Why should we eat cabbages?

89g of raw cabbage contains –

  • Protein: 1g
  • Fibre: 2g
  • Vitamin K: 85% of the RDI
  • Vitamin C: 54% of the RDI
  • Folate: 10% of the RDI
  • Manganese: 7% of the RDI
  • Vitamin B6: 6% of the RDI
  • Calcium: 4% of the RDI
  • Potassium: 4% of the RDI
  • Magnesium: 3% of the RDI

Vitamin B6 and folate are essential for many important processes in the body, including energy metabolism and the normal functioning of the nervous system. Cabbage is especially high in vitamin C, a potent antioxidant that may protect against heart disease, certain cancers and vision loss. While both green and red cabbage are excellent sources vic C, red cabbage contains about 30% more. One cup (89 grams) of chopped red cabbage packs in 85% of the recommended intake for vitamin C, which is the same amount found in a small orange. So I might avoid Fresher’s flu…

Cruciferous vegetables like cabbage contain many different antioxidants that have been shown to reduce chronic inflammation. Sulforaphane, kaempferol and other antioxidants found in brassicas are likely responsible for their anti-inflammatory effect.

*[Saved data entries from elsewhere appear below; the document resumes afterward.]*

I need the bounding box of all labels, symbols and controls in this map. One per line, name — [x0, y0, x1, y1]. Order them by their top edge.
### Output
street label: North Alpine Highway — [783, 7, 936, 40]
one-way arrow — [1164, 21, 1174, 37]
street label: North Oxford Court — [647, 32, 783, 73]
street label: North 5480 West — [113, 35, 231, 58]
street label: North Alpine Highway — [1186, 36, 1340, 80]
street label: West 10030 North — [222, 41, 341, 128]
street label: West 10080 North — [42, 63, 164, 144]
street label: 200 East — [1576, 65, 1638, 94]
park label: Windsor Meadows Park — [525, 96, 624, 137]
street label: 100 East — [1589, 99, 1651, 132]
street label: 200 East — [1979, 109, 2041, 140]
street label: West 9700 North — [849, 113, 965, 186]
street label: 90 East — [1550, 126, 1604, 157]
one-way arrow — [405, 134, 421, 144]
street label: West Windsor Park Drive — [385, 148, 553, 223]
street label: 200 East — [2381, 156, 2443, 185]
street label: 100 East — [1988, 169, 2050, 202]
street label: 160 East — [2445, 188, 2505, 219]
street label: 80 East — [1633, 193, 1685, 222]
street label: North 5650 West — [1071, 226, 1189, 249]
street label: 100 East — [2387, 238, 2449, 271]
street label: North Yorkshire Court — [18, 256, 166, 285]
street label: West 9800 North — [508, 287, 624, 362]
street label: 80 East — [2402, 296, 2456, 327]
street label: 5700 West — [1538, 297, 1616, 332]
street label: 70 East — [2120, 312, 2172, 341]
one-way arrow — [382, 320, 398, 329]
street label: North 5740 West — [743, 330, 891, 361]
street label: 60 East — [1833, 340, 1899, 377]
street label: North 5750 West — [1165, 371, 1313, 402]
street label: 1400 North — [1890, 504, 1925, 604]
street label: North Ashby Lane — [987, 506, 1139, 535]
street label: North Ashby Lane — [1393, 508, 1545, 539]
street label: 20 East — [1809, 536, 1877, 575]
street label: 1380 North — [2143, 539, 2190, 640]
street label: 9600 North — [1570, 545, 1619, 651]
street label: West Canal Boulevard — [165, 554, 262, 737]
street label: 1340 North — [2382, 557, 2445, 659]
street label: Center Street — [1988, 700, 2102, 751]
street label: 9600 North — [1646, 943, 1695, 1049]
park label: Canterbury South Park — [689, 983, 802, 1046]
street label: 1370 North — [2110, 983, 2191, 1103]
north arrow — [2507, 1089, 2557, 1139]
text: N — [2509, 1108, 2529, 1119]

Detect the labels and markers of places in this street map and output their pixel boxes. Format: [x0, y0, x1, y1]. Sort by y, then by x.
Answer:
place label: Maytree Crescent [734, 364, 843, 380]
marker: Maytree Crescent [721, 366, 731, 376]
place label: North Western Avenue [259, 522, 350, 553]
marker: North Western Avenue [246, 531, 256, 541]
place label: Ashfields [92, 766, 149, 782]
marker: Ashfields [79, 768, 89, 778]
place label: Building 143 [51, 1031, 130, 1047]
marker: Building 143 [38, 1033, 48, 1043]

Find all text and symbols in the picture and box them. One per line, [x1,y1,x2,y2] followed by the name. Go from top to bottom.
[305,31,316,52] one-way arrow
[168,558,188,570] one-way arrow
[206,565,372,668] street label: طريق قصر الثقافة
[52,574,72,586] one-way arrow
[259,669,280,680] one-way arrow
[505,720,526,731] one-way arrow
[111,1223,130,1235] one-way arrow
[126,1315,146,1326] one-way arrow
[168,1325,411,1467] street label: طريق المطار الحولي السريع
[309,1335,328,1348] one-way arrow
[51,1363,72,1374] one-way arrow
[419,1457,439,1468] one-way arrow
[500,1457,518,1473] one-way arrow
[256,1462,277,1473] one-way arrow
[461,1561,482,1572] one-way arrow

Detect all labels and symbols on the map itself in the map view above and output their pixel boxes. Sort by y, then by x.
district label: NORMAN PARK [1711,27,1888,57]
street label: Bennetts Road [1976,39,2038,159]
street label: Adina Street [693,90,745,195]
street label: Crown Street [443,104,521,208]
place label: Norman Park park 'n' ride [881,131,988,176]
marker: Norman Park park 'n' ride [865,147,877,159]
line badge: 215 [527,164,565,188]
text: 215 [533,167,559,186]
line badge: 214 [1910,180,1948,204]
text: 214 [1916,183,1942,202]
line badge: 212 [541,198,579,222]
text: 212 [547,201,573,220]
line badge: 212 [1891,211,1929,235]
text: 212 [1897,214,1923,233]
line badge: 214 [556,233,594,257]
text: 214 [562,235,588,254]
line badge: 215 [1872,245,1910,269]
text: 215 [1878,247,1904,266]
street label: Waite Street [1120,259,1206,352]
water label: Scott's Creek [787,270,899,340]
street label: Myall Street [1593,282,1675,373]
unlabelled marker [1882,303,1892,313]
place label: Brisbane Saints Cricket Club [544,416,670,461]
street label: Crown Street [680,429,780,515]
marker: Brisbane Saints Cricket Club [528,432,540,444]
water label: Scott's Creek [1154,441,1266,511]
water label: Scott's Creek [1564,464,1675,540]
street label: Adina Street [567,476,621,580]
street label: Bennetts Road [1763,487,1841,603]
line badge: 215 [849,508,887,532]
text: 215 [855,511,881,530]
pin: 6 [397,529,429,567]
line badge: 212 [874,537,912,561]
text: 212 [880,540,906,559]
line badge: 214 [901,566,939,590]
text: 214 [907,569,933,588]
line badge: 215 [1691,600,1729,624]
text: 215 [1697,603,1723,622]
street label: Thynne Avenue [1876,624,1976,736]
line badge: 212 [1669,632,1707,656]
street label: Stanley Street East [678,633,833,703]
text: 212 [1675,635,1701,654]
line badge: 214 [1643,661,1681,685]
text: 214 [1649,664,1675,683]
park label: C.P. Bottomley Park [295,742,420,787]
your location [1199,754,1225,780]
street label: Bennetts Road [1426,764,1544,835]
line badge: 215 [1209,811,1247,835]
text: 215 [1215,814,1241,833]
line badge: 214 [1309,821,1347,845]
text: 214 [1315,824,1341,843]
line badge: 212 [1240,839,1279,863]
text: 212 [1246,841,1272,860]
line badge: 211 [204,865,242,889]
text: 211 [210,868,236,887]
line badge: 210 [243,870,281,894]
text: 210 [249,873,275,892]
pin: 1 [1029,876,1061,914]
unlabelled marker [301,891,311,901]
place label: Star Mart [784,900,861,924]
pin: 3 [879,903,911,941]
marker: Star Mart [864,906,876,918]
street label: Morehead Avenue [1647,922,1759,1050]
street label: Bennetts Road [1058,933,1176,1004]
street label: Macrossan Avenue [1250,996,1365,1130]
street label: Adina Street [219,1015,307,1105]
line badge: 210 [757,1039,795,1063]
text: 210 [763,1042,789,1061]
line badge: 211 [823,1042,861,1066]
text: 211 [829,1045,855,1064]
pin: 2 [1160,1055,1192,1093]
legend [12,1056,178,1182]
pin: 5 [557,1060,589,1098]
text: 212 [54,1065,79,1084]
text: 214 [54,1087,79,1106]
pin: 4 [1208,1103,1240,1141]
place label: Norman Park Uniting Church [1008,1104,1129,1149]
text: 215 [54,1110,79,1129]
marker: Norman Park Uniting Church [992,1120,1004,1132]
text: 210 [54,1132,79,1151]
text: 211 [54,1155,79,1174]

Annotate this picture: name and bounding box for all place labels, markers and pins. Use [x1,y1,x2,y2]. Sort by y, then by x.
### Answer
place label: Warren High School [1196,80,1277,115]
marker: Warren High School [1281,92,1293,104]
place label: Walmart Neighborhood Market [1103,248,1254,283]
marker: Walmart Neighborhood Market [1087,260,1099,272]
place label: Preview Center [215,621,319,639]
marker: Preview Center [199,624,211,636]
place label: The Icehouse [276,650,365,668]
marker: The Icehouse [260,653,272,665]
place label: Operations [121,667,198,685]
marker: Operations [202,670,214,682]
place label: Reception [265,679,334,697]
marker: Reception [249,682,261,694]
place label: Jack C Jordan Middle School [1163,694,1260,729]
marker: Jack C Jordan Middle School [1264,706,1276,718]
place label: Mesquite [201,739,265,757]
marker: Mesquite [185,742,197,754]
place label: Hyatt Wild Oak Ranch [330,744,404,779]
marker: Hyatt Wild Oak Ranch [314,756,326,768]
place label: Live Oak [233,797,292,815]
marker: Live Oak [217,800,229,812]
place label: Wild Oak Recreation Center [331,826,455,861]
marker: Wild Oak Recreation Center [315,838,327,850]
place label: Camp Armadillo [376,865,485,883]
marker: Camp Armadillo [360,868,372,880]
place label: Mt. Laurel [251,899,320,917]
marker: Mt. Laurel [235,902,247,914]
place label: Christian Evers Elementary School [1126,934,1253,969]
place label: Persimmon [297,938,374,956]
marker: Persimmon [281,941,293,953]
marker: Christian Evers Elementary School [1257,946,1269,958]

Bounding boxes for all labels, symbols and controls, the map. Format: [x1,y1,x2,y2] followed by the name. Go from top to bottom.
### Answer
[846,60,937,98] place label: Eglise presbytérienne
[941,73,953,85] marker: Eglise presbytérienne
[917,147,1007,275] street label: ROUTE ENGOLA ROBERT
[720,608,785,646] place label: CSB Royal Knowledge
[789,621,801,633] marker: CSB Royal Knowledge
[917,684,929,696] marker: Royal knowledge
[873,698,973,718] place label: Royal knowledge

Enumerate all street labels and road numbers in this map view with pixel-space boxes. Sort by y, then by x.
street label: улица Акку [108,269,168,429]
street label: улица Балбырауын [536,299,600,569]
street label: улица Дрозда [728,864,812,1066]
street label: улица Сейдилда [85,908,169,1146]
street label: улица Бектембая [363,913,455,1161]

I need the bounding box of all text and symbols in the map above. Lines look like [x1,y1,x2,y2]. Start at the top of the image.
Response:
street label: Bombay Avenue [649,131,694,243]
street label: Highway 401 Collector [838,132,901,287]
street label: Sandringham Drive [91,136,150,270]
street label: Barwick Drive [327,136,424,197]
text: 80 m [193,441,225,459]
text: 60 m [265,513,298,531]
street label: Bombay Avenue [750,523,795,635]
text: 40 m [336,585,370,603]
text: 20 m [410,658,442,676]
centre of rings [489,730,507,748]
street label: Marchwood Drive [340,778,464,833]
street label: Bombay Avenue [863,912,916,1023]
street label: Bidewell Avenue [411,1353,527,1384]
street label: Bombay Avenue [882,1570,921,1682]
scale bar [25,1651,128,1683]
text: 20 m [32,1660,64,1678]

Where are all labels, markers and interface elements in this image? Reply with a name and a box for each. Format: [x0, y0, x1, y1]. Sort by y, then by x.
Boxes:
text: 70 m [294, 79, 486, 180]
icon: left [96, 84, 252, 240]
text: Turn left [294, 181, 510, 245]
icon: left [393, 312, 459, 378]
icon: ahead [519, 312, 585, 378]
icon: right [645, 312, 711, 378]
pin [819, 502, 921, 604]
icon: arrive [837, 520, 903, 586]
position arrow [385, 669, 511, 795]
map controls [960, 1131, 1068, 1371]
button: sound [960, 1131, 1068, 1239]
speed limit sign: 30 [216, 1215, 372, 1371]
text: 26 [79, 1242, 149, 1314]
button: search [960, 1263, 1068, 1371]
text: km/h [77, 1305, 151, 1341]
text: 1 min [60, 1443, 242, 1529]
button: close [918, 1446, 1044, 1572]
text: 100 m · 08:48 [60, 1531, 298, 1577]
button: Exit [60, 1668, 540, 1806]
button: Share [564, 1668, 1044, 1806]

Cabbage is full of gut friendly insoluble fibre, a type of carbohydrate that cannot be broken down in the intestines. Insoluble fiber helps keep the digestive system healthy by adding bulk to stools and promoting regular bowel movements. Cabbage is also rich in soluble fibre which has been shown to increase the number of beneficial bacteria in the gut. These bacteria perform important functions like protecting the immune system and producing critical nutrients like vitamins K2 and B12. Eating cabbage keeps your digestive system happy.

Red cabbage contains powerful compounds called anthocyanins. They give this vegetable its vibrant purple colour. Anthocyanins are plant pigments that belong to the flavonoid family. Many studies have found a link between eating foods rich in this pigment and a reduced risk of heart disease. Cabbage contains more than 36 different kinds of anthocyanins…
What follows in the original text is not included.